→ Directions for this task
Please copy each line of the records below that holds the word "small".

→ Source data

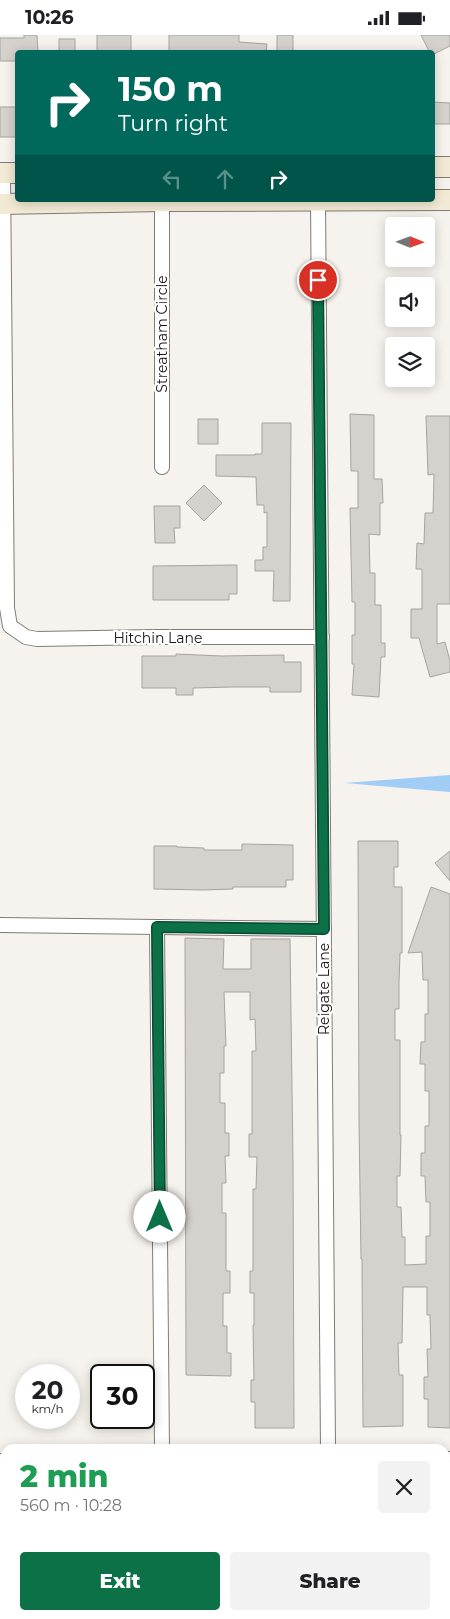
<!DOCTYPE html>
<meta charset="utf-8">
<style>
:root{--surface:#fff;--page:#f2f2f2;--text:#202124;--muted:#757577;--accent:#0d7148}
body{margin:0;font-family:Montserrat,sans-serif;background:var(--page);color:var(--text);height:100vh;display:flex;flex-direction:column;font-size:19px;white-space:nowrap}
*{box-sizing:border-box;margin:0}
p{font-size:16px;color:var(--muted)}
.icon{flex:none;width:28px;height:28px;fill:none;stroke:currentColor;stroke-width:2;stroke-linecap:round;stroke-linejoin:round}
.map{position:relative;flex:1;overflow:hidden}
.drawer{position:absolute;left:0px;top:1409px;width:450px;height:176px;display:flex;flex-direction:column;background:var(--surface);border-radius:15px 15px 0 0;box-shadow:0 2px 12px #0003}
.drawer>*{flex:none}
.top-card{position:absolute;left:15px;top:15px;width:420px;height:152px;border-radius:5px;box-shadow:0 2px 12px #0003;background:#00695c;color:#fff;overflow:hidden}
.needle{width:32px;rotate:91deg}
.controls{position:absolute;left:385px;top:182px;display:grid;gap:10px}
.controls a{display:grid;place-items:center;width:50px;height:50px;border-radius:5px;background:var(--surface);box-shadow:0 2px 12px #0003;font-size:25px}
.speed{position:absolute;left:15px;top:1329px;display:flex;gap:10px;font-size:25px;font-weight:700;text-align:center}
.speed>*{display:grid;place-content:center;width:65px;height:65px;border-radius:50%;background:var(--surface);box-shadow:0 2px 12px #0003;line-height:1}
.speed small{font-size:12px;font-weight:400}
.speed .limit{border:2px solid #111;border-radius:8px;background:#fff;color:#111}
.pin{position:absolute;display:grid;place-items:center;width:42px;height:42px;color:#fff;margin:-21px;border:2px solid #fff;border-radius:50%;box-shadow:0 1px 5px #0007}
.me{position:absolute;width:55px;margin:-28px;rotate:0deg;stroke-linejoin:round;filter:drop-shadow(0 0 4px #0008)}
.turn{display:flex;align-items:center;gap:18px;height:105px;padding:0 20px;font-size:22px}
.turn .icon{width:65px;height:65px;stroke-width:2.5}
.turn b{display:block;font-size:35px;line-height:42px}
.lanes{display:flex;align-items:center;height:48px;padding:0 20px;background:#0003;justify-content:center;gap:25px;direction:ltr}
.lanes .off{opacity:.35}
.round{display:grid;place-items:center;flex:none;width:52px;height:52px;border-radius:5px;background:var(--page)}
.headline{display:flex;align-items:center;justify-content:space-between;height:85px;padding:0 20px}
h1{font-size:30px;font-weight:800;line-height:38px;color:#1e9e55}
.cta{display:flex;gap:10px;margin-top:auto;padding:10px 20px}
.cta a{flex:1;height:58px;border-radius:5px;background:var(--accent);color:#fff;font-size:20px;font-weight:800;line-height:58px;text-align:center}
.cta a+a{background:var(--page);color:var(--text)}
.status{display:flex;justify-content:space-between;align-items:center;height:35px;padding:0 25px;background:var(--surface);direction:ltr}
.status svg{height:14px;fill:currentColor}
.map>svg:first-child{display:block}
</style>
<div class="status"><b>10:26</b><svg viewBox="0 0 49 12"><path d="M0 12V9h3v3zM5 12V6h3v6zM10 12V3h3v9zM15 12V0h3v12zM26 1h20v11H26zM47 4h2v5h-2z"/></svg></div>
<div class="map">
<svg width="450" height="1584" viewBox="0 0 450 1584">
<rect width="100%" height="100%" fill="#f6f2ed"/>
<path fill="#a1ccf6" d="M 450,740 L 450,757 L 345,748 Z"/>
<g fill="#d5d2cd" stroke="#a7a49f">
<path d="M 24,0 L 37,0 L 38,18 L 18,18 L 18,26 L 0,26 L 0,3 L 24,3 Z"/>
<rect x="97" y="0" width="34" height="18"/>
<path d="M 169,0 L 239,0 L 239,7 L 267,9 L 266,18 L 169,18 Z"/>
<rect x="277" y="0" width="16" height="18"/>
<path d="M 421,0 L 450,0 L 450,11 L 432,20 L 432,18 L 430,18 Z"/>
<rect x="59" y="4" width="16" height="14"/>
<path d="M 432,67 L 450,68 L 450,89 L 432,89 Z"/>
<path d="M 0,72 L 17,72 L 18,102 L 0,102 Z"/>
<path d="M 350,379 L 374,380 L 374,444 L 382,444 L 383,468 L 380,468 L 380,500 L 369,499 L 370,538 L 375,538 L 375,570 L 381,570 L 381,608 L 385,608 L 385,622 L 381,622 L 379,662 L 352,660 L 354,629 L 352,629 L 352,600 L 355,600 L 355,567 L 352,567 L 350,473 L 358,473 L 358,436 L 351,436 Z"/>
<path d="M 426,381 L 450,381 L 450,569 L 437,569 L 437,609 L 445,607 L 450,626 L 450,637 L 430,642 L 419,603 L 411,603 L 411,574 L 422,574 L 422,534 L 416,534 L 417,508 L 424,509 L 425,478 L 433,478 L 434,439 L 428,440 Z"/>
<rect x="198" y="384" width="20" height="25"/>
<path d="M 262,388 L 291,388 L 290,566 L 273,566 L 274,536 L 255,536 L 255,525 L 263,525 L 263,512 L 267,512 L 267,477 L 264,478 L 264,470 L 257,470 L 256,442 L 216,441 L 216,420 L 255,420 L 255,419 L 262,419 Z"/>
<path d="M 204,450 L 222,468 L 204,486 L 186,468 Z"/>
<path d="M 154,471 L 180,471 L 180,493 L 174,493 L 175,508 L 155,508 Z"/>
<path d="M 237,530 L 237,559 L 229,559 L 229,565 L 153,565 L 153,531 Z"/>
<path d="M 176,619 L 222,621 L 284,620 L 284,627 L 301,627 L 301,657 L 270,657 L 270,652 L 233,652 L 193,653 L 193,660 L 176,660 L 176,653 L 142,653 L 142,621 L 176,621 Z"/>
<path d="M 358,806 L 398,806 L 398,832 L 394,832 L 394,852 L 402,852 L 402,918 L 400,918 L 399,948 L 399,974 L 395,974 L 395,1005 L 400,1005 L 400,1100 L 401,1100 L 400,1141 L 397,1141 L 397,1172 L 401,1172 L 402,1202 L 405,1202 L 405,1230 L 426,1229 L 426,1201 L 430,1201 L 430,1167 L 426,1167 L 425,1141 L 421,1141 L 421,1118 L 425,1118 L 425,1091 L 429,1091 L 429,1056 L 425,1056 L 425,1029 L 420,1029 L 421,1007 L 425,1007 L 425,979 L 428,979 L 428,945 L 423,945 L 422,917 L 408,918 L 431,852 L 450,859 L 450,1393 L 428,1392 L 428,1364 L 424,1364 L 424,1342 L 428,1342 L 427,1314 L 431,1314 L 430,1280 L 427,1280 L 427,1252 L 403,1252 L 402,1308 L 398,1308 L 399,1340 L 403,1340 L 403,1391 L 363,1392 L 362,1224 L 361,1224 L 359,1086 Z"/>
<path d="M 242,809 L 293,810 L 293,845 L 286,845 L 286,852 L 233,852 L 233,854 L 203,855 L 154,854 L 154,811 L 177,811 L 177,812 L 204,813 L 204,815 L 242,815 Z"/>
<path d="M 450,816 L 450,846 L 435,828 Z"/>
<path d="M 185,903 L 224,904 L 223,934 L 251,934 L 251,904 L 290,904 L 293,1127 L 294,1393 L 255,1393 L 255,1367 L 251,1367 L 251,1345 L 254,1345 L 253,1290 L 254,1290 L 254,1258 L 250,1258 L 250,1236 L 253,1236 L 253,1154 L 256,1154 L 257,1122 L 249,1122 L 249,1099 L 252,1099 L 252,1016 L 256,1016 L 255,984 L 250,985 L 250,957 L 224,957 L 226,1011 L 224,1011 L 224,1038 L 220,1038 L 220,1068 L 225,1068 L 225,1098 L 229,1098 L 229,1121 L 225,1121 L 226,1148 L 222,1148 L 222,1178 L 226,1178 L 226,1236 L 230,1236 L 230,1258 L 223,1258 L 223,1291 L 227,1291 L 227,1318 L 231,1318 L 231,1341 L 186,1340 Z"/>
</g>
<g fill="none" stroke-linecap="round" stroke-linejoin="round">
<g stroke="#7f7c78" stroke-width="16">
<g id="street">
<path d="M 3,138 L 7,573 L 10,591 L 26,602 L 37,604 L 154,602 L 322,602"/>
<path d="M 162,165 L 162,432"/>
<path d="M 318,165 L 328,1414"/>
<path d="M 0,890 L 324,894"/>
<path d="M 157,892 L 162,1414"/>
<path d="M 445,1424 L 450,1424"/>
<path d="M 0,1426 L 5,1426"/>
</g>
</g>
<g stroke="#7f7c78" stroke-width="22">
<g id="secondary">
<path d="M 432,132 L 450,132"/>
<path d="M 0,138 L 18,138"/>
<path d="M 0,169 L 162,166 L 450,165"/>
</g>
</g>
<use href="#street" stroke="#fff" stroke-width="14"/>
<use href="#secondary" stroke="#f2ead4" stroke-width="20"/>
</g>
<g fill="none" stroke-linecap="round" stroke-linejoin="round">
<g stroke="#08492f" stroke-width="12">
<path id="route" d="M 160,1182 L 157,892 L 324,894 L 318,245"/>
</g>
<use href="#route" stroke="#0d7148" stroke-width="9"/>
</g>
<g text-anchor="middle" stroke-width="4.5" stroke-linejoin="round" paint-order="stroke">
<g font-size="14" fill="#161413" stroke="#fff">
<text transform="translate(162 299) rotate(-90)" y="5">Streatham Circle</text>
<text x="158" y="608">Hitchin Lane</text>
<text transform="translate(324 954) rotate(-90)" y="5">Reigate Lane</text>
</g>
</g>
</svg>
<div class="controls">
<a><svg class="needle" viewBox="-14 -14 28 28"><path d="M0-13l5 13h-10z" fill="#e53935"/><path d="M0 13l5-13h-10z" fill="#757577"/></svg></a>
<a><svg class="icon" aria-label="sound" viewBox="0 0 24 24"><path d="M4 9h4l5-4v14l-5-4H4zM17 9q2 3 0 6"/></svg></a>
<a><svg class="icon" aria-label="layers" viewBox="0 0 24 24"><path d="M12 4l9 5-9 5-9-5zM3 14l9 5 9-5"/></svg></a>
</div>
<div class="speed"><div>20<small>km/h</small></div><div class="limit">30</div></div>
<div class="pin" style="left:318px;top:245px;background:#d93025"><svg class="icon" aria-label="arrive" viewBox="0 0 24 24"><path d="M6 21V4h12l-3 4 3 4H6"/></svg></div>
<svg class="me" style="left:160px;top:1182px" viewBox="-20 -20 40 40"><circle r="19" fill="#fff"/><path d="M0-13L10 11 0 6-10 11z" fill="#0d7148"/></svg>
<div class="top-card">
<div class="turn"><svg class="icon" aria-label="right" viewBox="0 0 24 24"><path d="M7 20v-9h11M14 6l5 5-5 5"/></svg><div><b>150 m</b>Turn right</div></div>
<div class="lanes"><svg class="icon off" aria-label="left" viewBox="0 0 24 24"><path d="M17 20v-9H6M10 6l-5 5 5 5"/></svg><svg class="icon off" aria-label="ahead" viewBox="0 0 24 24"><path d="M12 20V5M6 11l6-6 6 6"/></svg><svg class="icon" aria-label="right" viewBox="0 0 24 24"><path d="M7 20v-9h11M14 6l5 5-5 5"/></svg></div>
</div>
<section class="drawer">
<div class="headline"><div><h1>2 min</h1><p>560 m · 10:28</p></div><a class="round"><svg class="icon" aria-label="close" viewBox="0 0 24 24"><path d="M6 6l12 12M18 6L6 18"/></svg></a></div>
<div class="cta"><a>Exit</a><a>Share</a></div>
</section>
</div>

→ Output of the task
.speed small{font-size:12px;font-weight:400}
<div class="speed"><div>20<small>km/h</small></div><div class="limit">30</div></div>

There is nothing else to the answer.